* _TASK GOAL_
Scan the entries below for the word "they". Copy each line that has it.

* _Saved data entries_
BEGIN

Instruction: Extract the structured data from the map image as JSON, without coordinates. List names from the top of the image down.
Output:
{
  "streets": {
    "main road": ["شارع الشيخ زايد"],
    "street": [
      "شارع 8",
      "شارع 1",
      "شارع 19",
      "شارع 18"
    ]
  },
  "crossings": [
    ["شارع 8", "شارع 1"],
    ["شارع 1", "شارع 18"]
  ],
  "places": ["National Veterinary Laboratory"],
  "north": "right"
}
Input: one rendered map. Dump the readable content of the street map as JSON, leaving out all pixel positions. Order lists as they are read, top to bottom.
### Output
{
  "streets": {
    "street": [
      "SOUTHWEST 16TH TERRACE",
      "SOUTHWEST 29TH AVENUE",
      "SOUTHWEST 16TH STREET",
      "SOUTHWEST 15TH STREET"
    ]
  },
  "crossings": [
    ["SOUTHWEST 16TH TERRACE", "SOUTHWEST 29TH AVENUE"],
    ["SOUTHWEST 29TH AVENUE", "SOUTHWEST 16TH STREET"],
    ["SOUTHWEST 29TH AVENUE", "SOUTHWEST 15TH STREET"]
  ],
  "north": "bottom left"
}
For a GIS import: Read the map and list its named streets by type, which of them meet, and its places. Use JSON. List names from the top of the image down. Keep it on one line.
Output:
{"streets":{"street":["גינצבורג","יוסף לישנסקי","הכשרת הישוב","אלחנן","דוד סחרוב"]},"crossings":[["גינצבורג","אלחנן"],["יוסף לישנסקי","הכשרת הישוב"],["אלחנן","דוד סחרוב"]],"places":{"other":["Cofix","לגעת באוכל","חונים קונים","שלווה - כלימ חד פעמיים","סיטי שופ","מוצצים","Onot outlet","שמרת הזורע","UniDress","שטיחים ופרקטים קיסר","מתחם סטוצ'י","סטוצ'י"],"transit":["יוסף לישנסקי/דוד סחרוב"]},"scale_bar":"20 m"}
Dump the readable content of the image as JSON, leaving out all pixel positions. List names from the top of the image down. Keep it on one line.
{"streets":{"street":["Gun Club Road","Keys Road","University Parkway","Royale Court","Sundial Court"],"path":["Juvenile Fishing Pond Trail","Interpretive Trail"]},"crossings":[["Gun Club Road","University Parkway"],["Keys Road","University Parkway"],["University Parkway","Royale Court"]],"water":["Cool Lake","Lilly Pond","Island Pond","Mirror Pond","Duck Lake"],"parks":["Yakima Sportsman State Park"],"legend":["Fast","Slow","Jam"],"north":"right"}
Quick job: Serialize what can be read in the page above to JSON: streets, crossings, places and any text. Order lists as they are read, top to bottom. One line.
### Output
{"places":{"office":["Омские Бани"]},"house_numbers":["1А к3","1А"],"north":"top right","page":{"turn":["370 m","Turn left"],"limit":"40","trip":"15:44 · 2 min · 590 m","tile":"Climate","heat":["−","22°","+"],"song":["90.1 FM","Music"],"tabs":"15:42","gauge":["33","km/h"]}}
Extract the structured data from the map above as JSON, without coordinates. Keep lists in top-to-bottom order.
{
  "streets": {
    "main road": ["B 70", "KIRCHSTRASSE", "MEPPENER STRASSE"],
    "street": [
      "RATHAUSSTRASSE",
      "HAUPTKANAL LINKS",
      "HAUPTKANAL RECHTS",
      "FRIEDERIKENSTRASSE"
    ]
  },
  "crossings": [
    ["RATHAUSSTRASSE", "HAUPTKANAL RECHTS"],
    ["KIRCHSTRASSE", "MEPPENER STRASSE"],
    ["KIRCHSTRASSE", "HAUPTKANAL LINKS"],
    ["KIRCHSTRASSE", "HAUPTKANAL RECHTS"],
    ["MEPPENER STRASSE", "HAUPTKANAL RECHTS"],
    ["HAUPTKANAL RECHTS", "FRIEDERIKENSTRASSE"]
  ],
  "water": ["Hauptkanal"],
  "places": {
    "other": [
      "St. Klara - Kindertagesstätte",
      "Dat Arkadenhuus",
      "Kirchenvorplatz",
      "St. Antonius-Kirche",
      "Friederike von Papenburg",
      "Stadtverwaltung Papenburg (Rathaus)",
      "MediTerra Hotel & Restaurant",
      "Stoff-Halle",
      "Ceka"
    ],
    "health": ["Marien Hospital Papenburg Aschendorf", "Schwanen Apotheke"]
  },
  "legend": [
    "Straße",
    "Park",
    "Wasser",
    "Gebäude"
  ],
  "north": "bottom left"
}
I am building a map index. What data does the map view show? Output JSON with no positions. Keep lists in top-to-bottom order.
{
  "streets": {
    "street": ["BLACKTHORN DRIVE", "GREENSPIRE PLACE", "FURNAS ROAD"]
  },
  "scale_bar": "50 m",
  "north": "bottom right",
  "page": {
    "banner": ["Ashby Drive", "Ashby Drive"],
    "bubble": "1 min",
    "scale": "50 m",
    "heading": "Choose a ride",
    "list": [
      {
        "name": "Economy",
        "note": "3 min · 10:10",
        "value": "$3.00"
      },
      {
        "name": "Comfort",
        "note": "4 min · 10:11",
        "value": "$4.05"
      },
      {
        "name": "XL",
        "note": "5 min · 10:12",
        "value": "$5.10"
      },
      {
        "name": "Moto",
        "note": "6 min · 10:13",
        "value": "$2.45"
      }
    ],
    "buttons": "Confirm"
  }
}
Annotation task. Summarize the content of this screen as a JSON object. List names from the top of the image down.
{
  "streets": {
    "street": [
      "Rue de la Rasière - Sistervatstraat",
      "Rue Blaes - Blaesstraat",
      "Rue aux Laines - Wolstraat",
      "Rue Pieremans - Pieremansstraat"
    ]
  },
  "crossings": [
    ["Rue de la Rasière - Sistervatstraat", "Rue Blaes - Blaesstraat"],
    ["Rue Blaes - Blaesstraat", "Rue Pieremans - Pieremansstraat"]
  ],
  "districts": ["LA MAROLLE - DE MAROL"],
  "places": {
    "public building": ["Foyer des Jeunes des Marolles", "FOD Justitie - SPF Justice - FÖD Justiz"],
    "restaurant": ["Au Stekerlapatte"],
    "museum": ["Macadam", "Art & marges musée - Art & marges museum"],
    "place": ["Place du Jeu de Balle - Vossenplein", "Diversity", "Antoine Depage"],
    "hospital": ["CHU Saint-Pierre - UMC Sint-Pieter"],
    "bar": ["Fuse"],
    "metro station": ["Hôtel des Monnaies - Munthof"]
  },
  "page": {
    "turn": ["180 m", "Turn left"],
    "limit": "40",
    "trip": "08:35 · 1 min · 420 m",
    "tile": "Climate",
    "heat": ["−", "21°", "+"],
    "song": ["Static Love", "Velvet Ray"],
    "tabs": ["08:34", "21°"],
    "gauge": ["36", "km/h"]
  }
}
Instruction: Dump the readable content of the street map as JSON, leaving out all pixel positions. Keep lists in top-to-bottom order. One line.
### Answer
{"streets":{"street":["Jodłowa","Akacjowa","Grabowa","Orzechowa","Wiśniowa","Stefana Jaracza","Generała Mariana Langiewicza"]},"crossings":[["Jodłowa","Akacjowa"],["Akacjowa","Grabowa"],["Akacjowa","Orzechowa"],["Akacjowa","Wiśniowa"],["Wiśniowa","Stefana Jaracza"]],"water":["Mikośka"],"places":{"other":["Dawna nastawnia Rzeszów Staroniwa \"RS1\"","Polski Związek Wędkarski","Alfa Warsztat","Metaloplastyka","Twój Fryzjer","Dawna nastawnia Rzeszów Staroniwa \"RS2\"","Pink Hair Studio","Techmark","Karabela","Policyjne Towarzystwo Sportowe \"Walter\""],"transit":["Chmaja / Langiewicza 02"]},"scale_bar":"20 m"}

END

* _REPLY TO THE EXERCISE_
Input: one rendered map. Dump the readable content of the street map as JSON, leaving out all pixel positions. Order lists as they are read, top to bottom.
Quick job: Serialize what can be read in the page above to JSON: streets, crossings, places and any text. Order lists as they are read, top to bottom. One line.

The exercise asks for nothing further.